The master protocol should provide the details of the IDMC that is involved in monitoring the efficacy results and the details of Independent Safety Assessment Committee (ISAC) that is involved in monitoring the safety results. However, the IDMC can perform both the functions of safety and efficacy. For marketing an oncology drug, if the basis of marketing application involves one or more sub studies, FDA recommends the inclusion of independent radiologic review committee to perform blinded tumor-based assessments.


            Master protocols assessing biomarker-defined populations should explain the rationale behind the use of that particular biomarker.The sponsor should employ in vitro diagnostic (IVD) tests that are analytically validated, establish procedures for sample acquisition, handling, and the testing and analysis plans as early as possible. The sponsor may need to submit the IVD’s analytical validation data for FDA(CDRH or CBER) to determine whether the clinical results will be interpretable.


If a sponsor introduces randomization into the design of an umbrella trial, the FDA advises that a standard control arm to be used where possible.Bayesian statistical method or other methods for dropping an arm, modifying sample size, or implementing other adaptive strategies can be used in preparation of master protocols. The SAP should include details on implementation of Bayesian or other methods as described in the FDA guidance for industry Adaptive Design Clinical Trials for Drugs and Biologics and the guidance on Enrichment Strategies for Clinical Trials to Support Approval of Human Drugs and Biological Products.Statistical considerations for master protocols can be strategized in four different ways:

  1. Nonrandomized, Activity-Estimating Design
  2. Randomized Designs
  3. Master Protocols Employing Adaptive/Bayesian Design
  4. Master Protocols With Biomarker-Defined Subgroups


The sponsor should implement a structured team of ISAC or an IDMC to assess the safety as well as the efficacy of all master protocols.The constitution of this committee and the definition of its responsibilities should be well defined in the IND. A sponsor should not begin a clinical trial until the master protocol has been reviewed and approved by an IRB or IEC. The FDA encourages the use of a central IRB to promote the IRB analysis of master protocols. The sponsor is required to perform a safety review of master protocols more regularly than on an annual basis and supply the investigator with the details.If the master protocol contains proposals to include pediatric patients in the study, the FDA advises that the IRB include a pediatric oncology expert in its team who has expertise with the regulatory criteria for the enrollment of pediatric patients in clinical investigations, including parental approval and consent. The informed consent document should be submitted to the IRB for review.

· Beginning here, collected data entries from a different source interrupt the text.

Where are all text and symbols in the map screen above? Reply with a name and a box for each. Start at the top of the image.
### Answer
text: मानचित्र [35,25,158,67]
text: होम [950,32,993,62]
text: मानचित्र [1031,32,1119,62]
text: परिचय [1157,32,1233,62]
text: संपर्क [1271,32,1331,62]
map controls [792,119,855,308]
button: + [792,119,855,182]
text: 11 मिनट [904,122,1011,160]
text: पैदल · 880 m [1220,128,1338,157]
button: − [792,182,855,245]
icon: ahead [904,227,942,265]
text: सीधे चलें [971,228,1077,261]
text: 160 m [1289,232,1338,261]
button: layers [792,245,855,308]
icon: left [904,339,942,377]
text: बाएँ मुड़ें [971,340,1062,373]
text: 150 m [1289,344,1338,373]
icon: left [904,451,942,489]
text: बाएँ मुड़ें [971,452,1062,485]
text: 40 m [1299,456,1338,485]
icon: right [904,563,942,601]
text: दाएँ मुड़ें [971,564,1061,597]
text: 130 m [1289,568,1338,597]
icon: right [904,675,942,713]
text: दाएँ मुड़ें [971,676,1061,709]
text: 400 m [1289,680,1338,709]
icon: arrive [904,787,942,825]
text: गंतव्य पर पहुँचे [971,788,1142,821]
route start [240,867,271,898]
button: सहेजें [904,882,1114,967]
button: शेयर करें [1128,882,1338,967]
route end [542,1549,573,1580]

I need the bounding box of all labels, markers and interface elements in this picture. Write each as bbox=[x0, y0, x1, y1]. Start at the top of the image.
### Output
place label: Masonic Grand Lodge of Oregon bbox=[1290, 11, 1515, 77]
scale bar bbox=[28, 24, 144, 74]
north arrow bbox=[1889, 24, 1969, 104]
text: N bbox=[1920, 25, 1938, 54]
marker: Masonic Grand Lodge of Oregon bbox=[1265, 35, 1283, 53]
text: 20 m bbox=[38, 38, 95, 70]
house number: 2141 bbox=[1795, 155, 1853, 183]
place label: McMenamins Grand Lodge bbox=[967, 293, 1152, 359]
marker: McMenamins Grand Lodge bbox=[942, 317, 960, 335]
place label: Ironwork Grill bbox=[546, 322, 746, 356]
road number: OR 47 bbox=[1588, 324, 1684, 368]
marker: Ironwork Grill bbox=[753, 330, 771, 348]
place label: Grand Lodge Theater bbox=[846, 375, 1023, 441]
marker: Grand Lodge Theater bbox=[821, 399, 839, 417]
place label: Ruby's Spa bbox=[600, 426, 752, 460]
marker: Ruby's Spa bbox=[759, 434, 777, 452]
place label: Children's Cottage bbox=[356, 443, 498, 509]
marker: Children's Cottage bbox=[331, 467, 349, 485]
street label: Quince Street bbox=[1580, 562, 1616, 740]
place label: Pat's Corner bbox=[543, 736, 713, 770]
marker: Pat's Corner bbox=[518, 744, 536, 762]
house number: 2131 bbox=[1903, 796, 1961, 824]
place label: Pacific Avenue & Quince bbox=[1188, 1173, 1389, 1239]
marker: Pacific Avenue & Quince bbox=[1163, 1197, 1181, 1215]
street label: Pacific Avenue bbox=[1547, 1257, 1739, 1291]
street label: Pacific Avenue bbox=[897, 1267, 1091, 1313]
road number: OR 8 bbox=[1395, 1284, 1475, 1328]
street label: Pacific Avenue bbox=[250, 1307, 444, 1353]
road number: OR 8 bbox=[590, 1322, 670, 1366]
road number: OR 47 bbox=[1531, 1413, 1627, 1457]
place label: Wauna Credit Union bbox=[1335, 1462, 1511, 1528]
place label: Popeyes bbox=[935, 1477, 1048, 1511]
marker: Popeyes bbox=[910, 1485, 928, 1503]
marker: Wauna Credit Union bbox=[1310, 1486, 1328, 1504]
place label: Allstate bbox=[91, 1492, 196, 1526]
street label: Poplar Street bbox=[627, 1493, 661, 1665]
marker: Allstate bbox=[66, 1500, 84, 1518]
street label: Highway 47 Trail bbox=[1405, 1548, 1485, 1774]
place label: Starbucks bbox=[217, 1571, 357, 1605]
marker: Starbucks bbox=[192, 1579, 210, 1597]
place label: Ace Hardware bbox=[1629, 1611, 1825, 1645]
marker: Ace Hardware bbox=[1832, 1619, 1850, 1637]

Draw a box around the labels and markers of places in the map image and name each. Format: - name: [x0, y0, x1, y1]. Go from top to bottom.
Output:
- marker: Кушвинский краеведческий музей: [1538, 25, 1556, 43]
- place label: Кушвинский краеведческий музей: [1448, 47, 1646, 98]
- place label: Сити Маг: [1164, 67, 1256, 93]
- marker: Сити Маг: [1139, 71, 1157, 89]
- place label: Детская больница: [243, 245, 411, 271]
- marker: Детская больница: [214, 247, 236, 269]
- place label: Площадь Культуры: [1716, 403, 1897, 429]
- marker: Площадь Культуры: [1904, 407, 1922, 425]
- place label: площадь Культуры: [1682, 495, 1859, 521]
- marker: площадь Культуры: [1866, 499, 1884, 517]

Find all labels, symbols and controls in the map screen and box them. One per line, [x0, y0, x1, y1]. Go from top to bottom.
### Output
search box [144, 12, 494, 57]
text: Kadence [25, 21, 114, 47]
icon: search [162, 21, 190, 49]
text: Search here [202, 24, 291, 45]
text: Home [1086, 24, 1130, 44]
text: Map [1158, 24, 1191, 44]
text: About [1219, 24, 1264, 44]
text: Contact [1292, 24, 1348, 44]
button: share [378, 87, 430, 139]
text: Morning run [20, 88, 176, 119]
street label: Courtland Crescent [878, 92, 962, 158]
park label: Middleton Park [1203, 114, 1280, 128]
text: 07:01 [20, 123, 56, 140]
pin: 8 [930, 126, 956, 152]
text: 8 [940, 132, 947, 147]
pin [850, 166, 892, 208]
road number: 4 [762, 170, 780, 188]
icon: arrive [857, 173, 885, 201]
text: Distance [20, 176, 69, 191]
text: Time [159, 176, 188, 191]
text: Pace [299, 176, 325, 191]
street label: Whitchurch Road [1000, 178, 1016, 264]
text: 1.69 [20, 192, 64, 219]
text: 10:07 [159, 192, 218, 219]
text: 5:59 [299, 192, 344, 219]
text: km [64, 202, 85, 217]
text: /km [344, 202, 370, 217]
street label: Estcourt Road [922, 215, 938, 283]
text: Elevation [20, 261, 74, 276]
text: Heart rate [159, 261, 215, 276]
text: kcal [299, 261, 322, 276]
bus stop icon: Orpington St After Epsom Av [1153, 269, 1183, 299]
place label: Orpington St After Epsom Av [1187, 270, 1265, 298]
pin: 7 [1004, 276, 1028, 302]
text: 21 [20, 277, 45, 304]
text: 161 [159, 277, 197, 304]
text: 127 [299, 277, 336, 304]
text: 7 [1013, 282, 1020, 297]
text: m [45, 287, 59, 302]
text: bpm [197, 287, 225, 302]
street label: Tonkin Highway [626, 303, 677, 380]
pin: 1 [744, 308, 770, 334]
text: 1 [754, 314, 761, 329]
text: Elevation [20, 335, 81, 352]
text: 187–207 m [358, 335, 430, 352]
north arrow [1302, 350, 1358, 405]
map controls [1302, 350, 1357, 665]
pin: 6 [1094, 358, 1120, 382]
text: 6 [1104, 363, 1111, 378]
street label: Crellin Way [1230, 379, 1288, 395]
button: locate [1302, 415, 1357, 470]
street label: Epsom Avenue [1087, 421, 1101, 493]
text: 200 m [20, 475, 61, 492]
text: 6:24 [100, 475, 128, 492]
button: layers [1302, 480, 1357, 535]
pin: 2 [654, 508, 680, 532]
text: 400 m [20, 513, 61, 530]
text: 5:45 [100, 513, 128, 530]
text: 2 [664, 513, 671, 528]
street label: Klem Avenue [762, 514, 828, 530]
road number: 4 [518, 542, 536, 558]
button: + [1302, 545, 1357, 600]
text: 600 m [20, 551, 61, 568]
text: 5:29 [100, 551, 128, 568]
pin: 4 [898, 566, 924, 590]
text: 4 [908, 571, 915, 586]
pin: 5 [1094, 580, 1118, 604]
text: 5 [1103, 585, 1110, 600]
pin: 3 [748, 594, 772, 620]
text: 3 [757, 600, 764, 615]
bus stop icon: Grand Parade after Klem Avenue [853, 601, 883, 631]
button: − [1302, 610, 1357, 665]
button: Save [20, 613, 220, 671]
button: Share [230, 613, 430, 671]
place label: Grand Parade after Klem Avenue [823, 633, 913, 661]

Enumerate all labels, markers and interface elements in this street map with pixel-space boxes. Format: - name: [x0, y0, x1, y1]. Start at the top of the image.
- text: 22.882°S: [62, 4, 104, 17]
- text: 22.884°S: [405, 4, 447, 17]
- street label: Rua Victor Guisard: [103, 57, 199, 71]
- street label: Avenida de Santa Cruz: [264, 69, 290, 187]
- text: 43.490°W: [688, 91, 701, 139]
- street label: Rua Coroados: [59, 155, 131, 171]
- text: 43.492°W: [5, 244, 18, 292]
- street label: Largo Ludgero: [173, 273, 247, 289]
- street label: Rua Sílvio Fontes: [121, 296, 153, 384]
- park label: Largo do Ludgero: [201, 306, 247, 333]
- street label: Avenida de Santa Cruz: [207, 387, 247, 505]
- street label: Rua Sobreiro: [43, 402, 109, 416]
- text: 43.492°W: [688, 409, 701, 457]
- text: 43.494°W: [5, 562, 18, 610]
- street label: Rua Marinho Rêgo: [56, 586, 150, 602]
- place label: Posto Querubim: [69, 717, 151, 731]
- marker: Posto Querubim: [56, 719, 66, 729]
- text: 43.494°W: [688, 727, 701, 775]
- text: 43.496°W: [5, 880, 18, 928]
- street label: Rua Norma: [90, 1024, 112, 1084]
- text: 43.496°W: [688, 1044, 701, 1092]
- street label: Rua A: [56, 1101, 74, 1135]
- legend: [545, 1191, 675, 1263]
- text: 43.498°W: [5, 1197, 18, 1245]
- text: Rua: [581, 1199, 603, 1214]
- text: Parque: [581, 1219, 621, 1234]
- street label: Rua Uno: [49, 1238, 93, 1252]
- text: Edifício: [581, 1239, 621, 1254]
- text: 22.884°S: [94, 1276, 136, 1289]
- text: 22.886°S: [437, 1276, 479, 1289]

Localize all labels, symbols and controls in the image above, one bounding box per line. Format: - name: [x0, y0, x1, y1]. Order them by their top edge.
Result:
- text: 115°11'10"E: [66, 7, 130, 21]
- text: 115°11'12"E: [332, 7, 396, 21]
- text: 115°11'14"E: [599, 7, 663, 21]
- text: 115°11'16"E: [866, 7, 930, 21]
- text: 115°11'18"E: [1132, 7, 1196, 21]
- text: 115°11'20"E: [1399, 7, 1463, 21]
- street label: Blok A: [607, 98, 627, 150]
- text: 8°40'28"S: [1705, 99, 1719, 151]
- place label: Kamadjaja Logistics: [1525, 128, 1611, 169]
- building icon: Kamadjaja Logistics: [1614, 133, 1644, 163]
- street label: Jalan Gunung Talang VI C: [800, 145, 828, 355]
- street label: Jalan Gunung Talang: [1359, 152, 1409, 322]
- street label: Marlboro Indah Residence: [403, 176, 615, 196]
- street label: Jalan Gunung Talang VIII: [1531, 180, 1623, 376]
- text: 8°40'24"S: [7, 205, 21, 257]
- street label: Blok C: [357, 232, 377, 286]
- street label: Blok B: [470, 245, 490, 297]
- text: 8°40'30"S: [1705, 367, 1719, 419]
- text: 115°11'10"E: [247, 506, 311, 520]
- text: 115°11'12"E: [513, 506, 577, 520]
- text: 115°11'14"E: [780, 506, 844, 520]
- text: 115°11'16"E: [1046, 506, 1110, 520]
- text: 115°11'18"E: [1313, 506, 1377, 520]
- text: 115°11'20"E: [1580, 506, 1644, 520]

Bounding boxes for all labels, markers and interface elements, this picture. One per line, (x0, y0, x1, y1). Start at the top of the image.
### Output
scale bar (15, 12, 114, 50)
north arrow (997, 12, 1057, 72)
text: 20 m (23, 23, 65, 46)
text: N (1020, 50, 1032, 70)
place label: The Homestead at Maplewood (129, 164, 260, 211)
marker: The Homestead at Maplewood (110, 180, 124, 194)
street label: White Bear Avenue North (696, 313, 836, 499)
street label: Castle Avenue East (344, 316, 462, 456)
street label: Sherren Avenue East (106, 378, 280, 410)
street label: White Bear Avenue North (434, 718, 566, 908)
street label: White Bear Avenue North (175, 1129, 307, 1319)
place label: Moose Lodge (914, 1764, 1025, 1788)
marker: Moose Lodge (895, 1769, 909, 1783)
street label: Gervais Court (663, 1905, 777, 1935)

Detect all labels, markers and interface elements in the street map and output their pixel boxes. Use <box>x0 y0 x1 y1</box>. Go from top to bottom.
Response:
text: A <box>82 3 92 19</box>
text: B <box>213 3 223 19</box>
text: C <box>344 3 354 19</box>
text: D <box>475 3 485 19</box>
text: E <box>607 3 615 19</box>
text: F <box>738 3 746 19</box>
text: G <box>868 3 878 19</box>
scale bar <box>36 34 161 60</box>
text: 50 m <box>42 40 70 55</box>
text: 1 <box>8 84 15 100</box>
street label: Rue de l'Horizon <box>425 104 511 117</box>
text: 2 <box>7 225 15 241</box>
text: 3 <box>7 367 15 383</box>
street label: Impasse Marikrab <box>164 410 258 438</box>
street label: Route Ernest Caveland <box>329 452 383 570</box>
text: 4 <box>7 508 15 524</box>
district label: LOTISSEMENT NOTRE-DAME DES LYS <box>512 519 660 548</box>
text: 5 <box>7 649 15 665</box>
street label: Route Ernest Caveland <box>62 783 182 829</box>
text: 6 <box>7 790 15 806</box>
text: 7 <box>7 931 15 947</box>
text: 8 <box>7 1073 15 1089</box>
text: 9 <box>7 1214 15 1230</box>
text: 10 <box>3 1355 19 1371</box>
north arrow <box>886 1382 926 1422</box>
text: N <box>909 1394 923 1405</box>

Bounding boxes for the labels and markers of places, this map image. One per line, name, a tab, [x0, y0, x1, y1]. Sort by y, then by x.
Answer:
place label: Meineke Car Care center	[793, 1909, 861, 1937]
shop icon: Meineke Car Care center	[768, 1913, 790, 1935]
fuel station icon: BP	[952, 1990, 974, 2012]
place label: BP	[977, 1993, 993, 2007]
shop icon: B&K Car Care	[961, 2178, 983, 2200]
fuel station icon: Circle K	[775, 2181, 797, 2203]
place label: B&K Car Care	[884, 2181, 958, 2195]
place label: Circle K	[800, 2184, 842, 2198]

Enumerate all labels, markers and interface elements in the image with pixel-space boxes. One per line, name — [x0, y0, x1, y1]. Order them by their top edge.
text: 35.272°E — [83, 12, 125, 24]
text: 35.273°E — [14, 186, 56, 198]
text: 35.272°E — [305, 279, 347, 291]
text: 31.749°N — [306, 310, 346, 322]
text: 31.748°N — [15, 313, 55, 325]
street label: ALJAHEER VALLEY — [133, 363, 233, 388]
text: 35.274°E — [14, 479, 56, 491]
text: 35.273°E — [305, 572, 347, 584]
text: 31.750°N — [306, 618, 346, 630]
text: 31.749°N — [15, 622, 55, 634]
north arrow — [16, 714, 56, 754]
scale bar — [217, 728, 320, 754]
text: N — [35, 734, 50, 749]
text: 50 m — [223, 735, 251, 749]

Each master protocol should be submitted as a new IND to the FDA. This is done to avoid miscommunication owing to the sophistication of master protocols that may hamper patient safety.If the sponsor is conducting a clinical trial on more than one indication for oncology drugs or biologics, the IND should then be forwarded to the Office of Hematology and Oncology Products at CDER or CBER for approval.


Master Protocols: Efficient Clinical Trial Design Strategies to Expedite Development of Oncology Drugs and Biologics, Guidance for Industry, Draft Guidance.U.S. Department of Health and Human Services, Food and Drug Administration, September 2018.